_What you will do_
Here the job is to return only the lines of the material, exactly, from the first one to the line with "solid #fff;border-radius:50%;box-shadow:0 2px".

_Records for the exercise_
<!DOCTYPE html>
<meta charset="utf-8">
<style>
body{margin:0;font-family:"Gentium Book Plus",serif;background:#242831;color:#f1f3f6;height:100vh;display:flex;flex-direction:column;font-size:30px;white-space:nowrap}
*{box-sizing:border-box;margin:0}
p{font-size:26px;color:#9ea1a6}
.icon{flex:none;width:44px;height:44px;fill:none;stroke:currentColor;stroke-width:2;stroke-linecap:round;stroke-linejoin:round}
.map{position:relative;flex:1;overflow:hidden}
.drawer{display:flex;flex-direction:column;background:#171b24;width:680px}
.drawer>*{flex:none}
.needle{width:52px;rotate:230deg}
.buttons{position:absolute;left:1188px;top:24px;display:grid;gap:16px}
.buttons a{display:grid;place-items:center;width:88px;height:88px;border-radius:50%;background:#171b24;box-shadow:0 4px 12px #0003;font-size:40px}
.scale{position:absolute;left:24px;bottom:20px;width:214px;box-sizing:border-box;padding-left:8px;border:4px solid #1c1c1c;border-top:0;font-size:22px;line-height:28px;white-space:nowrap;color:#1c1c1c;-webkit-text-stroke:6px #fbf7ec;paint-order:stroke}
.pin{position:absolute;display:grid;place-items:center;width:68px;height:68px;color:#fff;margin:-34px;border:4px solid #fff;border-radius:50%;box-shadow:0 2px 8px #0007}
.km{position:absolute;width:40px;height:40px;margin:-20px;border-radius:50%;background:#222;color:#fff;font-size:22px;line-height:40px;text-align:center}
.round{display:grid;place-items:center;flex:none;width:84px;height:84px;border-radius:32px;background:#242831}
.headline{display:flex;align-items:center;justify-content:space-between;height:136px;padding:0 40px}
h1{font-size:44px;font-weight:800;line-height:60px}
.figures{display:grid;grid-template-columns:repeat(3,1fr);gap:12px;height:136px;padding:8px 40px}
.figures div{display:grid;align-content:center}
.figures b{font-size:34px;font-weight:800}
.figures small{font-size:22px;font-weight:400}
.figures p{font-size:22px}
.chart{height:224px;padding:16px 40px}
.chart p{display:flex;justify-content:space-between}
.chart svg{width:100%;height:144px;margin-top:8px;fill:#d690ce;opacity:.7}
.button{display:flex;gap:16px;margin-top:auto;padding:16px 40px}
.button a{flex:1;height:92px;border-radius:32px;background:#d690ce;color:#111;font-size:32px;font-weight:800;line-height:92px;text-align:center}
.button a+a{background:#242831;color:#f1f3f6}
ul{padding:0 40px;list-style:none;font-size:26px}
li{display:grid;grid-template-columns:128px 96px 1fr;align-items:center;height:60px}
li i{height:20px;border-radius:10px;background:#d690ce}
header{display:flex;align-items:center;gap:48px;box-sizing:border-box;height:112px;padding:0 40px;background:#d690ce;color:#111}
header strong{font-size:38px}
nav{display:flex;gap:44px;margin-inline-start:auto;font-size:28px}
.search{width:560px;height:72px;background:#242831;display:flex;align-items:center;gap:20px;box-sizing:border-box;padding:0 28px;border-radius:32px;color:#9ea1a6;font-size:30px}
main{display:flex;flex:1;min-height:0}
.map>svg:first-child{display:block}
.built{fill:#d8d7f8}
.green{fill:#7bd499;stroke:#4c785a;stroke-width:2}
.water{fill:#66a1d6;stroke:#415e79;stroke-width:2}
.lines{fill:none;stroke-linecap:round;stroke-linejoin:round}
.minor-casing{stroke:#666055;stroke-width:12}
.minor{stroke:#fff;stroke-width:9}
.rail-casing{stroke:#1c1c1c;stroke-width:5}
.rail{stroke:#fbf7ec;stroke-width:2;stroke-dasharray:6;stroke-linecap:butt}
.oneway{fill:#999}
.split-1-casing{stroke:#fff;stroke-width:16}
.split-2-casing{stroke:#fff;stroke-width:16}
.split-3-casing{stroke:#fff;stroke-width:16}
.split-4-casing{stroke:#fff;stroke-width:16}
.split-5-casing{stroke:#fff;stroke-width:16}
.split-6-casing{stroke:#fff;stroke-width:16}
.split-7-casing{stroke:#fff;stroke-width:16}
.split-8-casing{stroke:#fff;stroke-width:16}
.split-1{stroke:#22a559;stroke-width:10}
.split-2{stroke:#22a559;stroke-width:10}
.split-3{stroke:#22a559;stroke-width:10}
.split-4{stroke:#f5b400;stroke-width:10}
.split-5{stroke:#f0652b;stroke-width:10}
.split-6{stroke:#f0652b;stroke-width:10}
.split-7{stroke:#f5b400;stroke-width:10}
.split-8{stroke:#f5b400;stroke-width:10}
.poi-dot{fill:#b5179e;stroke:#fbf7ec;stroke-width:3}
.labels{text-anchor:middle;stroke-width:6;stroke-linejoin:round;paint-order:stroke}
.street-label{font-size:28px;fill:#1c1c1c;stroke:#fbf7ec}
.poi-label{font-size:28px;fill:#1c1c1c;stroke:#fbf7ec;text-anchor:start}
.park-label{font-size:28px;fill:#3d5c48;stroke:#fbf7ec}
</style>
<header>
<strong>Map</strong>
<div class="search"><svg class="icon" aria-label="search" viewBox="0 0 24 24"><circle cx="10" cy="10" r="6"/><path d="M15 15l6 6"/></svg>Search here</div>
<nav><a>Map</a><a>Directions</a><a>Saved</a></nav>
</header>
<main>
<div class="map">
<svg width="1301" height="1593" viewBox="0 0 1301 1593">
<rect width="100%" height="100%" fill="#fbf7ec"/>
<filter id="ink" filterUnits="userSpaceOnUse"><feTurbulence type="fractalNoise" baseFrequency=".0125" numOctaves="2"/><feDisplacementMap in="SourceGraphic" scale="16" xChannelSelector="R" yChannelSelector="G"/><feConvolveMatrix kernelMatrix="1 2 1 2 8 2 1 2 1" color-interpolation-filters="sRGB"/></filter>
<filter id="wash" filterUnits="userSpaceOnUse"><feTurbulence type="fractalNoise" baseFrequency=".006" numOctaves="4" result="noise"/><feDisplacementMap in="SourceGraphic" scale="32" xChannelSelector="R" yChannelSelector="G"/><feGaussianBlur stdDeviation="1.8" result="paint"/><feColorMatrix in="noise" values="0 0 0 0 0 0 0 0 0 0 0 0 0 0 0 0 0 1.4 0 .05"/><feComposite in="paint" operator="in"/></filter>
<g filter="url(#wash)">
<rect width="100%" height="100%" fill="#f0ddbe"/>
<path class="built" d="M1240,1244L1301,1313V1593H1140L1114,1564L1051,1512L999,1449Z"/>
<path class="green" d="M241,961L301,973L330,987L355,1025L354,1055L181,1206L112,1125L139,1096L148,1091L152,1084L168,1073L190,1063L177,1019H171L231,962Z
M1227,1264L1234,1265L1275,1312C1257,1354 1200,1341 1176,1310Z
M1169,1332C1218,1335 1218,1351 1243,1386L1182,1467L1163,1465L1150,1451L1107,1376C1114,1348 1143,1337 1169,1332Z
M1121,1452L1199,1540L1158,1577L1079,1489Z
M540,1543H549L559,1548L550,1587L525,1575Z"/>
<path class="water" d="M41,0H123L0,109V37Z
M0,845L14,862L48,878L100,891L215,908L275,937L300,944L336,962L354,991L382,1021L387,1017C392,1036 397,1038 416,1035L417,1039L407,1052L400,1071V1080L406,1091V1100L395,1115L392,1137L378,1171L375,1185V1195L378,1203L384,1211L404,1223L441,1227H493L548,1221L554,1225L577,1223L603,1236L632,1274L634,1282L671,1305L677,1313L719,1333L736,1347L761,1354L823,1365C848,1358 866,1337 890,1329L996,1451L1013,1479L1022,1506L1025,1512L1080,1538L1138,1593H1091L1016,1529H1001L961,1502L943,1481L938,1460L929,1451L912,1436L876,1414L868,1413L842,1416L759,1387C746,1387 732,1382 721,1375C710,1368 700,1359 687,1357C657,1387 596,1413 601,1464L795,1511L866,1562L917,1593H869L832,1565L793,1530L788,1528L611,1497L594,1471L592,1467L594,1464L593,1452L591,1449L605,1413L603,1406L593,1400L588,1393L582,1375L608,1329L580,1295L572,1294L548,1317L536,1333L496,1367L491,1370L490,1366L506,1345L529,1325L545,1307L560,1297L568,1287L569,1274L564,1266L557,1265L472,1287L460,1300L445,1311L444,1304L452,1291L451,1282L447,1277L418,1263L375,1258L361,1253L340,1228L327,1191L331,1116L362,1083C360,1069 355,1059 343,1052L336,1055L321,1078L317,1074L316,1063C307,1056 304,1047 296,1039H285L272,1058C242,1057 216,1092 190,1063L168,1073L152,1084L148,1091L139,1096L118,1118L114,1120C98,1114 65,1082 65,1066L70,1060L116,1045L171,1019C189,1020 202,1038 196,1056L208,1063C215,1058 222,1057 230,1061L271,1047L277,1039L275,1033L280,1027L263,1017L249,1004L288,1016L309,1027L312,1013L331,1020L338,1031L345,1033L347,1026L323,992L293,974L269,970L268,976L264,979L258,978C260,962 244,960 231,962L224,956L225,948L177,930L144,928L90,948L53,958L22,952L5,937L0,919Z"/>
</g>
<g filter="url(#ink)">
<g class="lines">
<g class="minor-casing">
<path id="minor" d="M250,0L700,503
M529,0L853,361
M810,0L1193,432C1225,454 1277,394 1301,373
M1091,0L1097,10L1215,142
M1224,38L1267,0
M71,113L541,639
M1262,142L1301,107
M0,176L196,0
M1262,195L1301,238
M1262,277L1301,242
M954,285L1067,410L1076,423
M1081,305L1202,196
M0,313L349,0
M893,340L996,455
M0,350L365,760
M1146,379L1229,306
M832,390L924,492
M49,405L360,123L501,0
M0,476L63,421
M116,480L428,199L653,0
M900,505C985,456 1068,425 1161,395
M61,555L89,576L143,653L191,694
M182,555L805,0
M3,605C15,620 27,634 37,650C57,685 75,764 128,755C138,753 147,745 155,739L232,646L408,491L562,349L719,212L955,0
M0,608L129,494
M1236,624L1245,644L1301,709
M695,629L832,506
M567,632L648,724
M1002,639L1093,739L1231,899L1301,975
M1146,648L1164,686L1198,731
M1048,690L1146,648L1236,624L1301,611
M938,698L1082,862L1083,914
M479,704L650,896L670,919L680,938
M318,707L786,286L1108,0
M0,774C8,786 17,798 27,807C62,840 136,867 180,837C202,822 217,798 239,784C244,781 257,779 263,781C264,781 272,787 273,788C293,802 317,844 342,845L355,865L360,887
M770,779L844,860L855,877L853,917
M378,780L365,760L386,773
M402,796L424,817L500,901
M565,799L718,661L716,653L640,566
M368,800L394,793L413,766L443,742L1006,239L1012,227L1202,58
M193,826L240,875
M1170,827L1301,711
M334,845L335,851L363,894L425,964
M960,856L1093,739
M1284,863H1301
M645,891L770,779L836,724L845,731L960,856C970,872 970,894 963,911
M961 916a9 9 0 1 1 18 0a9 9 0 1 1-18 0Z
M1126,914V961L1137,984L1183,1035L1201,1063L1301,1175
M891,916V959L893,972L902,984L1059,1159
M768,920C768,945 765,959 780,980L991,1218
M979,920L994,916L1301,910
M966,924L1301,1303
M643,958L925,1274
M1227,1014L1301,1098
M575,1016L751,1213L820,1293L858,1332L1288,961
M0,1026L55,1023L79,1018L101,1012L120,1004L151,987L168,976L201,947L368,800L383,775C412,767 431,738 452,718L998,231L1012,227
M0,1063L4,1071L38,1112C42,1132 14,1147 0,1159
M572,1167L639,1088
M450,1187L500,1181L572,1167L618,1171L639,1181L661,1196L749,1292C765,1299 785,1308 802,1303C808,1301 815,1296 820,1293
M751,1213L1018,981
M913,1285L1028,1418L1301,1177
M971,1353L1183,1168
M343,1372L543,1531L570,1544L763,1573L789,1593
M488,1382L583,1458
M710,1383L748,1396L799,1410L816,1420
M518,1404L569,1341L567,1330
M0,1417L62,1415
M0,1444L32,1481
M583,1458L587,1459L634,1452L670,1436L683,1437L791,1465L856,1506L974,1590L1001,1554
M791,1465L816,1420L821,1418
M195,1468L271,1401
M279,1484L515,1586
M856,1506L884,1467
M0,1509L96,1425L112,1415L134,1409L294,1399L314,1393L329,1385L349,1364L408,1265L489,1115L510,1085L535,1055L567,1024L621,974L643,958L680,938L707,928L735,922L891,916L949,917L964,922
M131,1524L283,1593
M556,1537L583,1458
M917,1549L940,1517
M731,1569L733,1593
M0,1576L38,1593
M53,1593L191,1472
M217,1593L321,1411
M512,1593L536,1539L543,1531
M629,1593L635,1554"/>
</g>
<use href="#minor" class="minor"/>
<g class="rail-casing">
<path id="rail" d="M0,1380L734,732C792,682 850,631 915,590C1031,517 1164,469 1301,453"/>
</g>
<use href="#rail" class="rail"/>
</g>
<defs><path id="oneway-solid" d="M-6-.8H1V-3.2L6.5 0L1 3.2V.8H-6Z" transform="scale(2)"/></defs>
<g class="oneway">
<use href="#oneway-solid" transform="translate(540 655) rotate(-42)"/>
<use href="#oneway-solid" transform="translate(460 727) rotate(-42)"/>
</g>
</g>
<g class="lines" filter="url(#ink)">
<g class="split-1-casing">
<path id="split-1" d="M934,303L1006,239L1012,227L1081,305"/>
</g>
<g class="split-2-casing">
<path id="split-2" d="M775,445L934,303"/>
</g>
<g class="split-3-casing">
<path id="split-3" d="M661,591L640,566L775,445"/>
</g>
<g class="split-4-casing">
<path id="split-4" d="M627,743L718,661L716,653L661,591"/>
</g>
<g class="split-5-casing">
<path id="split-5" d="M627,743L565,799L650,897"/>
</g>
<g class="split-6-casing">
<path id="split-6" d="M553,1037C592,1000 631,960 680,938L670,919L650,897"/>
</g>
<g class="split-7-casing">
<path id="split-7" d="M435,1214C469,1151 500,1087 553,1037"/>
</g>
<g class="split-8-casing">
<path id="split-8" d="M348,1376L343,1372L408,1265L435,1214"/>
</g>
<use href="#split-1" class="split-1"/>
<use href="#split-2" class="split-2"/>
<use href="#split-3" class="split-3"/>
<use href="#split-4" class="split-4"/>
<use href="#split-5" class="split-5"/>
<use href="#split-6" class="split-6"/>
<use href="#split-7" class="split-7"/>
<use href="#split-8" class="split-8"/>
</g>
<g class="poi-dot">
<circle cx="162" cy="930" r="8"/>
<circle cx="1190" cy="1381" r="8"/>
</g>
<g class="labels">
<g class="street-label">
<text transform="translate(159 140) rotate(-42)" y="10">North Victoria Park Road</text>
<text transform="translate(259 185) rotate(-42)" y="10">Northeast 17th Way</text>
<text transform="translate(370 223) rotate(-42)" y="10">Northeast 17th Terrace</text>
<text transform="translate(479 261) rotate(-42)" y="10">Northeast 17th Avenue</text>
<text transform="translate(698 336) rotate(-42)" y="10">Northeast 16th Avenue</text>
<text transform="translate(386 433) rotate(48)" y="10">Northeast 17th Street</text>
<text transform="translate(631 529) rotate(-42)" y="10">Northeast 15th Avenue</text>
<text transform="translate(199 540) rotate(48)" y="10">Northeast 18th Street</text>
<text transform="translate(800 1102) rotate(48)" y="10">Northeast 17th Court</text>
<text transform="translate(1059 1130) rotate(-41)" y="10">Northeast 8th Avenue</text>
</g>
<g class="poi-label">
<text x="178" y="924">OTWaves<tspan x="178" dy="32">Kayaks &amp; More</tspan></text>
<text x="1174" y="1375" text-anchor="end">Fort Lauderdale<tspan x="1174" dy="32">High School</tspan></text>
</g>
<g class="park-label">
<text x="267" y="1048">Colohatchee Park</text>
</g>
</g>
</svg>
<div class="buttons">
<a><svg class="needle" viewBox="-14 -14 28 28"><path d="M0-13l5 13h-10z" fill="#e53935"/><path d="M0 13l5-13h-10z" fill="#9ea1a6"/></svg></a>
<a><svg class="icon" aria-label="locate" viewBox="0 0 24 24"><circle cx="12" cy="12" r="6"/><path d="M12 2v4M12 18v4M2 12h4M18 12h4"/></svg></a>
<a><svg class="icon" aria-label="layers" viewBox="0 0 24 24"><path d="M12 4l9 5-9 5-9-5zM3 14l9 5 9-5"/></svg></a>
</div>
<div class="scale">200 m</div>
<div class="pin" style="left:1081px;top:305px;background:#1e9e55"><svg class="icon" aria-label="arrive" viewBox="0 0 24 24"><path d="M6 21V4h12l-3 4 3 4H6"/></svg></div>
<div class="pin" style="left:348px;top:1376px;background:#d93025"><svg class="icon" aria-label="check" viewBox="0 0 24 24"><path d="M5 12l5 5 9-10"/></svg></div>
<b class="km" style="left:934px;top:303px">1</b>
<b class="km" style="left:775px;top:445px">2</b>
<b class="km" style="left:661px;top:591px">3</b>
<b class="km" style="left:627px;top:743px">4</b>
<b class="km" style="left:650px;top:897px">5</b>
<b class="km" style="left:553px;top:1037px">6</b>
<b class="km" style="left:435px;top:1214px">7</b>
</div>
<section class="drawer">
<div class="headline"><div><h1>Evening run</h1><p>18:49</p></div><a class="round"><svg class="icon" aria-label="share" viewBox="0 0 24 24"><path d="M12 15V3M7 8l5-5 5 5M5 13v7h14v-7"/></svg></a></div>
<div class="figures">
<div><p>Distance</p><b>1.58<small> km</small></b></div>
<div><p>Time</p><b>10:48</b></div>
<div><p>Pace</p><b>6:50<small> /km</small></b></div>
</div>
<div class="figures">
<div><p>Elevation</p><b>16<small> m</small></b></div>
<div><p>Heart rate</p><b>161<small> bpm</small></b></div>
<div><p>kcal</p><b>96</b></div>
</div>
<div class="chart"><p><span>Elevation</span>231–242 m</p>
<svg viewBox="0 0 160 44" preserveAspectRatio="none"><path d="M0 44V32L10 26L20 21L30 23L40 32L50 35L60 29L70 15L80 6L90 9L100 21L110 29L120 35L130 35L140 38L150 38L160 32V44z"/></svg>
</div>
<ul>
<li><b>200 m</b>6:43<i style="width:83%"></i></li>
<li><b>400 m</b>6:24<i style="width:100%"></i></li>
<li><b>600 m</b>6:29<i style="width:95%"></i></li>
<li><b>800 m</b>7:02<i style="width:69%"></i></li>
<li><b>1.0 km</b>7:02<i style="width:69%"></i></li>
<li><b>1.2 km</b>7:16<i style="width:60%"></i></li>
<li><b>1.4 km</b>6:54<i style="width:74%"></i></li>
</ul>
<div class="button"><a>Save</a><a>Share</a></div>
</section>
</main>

_Answer box_
<!DOCTYPE html>
<meta charset="utf-8">
<style>
body{margin:0;font-family:"Gentium Book Plus",serif;background:#242831;color:#f1f3f6;height:100vh;display:flex;flex-direction:column;font-size:30px;white-space:nowrap}
*{box-sizing:border-box;margin:0}
p{font-size:26px;color:#9ea1a6}
.icon{flex:none;width:44px;height:44px;fill:none;stroke:currentColor;stroke-width:2;stroke-linecap:round;stroke-linejoin:round}
.map{position:relative;flex:1;overflow:hidden}
.drawer{display:flex;flex-direction:column;background:#171b24;width:680px}
.drawer>*{flex:none}
.needle{width:52px;rotate:230deg}
.buttons{position:absolute;left:1188px;top:24px;display:grid;gap:16px}
.buttons a{display:grid;place-items:center;width:88px;height:88px;border-radius:50%;background:#171b24;box-shadow:0 4px 12px #0003;font-size:40px}
.scale{position:absolute;left:24px;bottom:20px;width:214px;box-sizing:border-box;padding-left:8px;border:4px solid #1c1c1c;border-top:0;font-size:22px;line-height:28px;white-space:nowrap;color:#1c1c1c;-webkit-text-stroke:6px #fbf7ec;paint-order:stroke}
.pin{position:absolute;display:grid;place-items:center;width:68px;height:68px;color:#fff;margin:-34px;border:4px solid #fff;border-radius:50%;box-shadow:0 2px 8px #0007}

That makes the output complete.